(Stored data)
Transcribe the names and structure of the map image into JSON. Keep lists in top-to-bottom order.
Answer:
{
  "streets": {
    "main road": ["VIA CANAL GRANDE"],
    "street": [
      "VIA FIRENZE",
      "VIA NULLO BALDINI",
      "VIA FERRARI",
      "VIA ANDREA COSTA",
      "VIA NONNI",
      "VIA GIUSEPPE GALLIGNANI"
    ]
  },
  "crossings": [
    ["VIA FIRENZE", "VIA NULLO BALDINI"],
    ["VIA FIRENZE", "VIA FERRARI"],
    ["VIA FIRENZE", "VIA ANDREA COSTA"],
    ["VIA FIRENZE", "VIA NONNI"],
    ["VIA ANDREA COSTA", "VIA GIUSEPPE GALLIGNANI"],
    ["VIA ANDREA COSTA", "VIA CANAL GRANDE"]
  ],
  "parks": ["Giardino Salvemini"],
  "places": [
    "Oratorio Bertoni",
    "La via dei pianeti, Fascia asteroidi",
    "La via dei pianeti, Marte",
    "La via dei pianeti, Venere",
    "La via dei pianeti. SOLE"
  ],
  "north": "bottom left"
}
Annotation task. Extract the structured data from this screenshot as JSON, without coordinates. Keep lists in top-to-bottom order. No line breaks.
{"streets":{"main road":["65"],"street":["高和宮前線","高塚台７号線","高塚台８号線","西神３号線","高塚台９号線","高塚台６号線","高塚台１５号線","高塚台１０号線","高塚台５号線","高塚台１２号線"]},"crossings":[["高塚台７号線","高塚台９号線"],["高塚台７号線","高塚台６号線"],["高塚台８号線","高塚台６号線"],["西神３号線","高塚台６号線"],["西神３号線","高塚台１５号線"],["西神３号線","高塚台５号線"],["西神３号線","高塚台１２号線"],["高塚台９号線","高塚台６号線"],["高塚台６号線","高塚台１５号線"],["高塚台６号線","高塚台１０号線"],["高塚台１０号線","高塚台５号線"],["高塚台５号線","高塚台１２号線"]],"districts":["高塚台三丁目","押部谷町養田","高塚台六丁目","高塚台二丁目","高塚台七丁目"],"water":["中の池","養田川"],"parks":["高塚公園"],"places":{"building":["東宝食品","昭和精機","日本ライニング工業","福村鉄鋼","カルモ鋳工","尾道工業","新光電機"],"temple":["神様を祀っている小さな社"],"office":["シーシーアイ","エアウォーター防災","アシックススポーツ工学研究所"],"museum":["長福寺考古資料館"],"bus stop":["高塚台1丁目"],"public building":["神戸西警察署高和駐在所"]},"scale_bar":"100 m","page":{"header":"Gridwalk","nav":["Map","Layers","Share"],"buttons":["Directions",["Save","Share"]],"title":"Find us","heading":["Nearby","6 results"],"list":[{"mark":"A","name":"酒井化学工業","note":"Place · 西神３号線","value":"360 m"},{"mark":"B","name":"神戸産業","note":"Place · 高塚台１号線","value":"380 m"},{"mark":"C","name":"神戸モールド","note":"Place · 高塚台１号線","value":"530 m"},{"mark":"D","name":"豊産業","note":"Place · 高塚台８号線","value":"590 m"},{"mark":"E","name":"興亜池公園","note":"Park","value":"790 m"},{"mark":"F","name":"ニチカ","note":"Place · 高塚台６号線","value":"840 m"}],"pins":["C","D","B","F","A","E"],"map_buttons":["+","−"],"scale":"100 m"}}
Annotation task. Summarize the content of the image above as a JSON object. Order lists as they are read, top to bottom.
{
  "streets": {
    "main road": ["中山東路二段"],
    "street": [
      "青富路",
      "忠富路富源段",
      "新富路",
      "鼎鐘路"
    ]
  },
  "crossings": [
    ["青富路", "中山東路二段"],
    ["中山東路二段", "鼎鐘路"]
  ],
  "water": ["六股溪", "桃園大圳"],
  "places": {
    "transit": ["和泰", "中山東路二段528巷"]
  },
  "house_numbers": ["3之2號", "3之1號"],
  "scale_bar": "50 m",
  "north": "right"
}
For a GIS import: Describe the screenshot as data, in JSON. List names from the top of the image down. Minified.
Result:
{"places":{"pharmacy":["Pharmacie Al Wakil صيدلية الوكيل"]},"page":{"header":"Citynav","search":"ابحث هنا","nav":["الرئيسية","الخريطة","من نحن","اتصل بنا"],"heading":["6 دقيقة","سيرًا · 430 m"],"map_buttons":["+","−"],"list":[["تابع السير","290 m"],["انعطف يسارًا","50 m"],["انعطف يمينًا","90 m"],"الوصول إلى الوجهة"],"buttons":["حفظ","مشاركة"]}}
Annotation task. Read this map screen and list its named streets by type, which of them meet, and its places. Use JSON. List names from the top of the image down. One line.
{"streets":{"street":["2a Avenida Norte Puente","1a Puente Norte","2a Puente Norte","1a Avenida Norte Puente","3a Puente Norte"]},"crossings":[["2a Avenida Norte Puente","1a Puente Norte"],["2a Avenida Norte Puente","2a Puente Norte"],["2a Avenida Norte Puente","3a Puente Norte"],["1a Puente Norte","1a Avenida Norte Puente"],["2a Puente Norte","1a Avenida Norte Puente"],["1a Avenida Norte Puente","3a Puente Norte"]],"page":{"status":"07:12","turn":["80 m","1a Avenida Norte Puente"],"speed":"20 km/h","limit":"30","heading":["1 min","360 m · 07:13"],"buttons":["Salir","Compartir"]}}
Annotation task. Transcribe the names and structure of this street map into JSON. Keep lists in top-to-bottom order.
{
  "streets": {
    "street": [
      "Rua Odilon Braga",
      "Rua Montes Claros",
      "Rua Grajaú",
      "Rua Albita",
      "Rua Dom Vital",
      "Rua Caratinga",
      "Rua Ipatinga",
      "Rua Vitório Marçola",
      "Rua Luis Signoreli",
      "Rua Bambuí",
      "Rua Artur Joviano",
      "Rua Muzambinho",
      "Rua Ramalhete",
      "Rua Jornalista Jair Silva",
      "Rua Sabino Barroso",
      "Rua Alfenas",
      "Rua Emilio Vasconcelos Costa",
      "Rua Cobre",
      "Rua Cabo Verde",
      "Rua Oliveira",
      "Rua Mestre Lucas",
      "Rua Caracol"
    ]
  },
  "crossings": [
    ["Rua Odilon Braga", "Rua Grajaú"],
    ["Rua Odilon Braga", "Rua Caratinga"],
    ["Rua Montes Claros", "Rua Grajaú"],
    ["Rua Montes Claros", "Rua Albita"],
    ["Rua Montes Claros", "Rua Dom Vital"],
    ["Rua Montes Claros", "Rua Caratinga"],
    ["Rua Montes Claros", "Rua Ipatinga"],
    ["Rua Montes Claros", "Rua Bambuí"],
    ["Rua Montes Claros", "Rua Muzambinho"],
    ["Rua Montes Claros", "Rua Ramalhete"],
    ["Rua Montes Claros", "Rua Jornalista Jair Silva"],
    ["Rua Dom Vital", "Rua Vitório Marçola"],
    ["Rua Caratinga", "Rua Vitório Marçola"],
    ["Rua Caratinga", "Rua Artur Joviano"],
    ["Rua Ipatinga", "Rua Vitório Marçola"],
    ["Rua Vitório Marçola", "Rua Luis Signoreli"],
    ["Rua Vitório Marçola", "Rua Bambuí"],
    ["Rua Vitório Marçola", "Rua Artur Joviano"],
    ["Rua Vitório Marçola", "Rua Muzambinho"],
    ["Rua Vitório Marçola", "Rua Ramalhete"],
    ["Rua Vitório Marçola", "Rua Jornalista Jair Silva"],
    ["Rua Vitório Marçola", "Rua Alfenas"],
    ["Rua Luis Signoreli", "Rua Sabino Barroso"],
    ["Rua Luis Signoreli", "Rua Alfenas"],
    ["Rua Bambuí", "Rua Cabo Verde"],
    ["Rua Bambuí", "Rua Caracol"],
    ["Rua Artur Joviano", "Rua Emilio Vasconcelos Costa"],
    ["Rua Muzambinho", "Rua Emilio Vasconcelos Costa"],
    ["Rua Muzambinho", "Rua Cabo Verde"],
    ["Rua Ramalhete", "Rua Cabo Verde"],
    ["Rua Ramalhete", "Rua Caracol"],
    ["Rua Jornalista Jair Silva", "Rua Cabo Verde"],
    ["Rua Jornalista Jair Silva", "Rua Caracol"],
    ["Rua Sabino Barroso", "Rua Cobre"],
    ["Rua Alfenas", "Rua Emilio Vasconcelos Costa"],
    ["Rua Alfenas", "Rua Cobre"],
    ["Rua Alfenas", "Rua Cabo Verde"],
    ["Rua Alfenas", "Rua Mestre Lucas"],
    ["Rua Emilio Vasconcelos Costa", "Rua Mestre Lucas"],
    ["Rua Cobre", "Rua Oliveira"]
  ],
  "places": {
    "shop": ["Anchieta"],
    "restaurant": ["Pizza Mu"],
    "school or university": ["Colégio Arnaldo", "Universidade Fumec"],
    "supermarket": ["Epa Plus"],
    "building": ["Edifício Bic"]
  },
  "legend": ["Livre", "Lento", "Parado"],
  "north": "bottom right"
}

[Your assignment]
Print, without alteration, only the lines above between the one holding "Annotation task. Summarize" and the one holding "For a GIS import: Describe", inclusive.

[Your solution]
Annotation task. Summarize the content of the image above as a JSON object. Order lists as they are read, top to bottom.
{
  "streets": {
    "main road": ["中山東路二段"],
    "street": [
      "青富路",
      "忠富路富源段",
      "新富路",
      "鼎鐘路"
    ]
  },
  "crossings": [
    ["青富路", "中山東路二段"],
    ["中山東路二段", "鼎鐘路"]
  ],
  "water": ["六股溪", "桃園大圳"],
  "places": {
    "transit": ["和泰", "中山東路二段528巷"]
  },
  "house_numbers": ["3之2號", "3之1號"],
  "scale_bar": "50 m",
  "north": "right"
}
For a GIS import: Describe the screenshot as data, in JSON. List names from the top of the image down. Minified.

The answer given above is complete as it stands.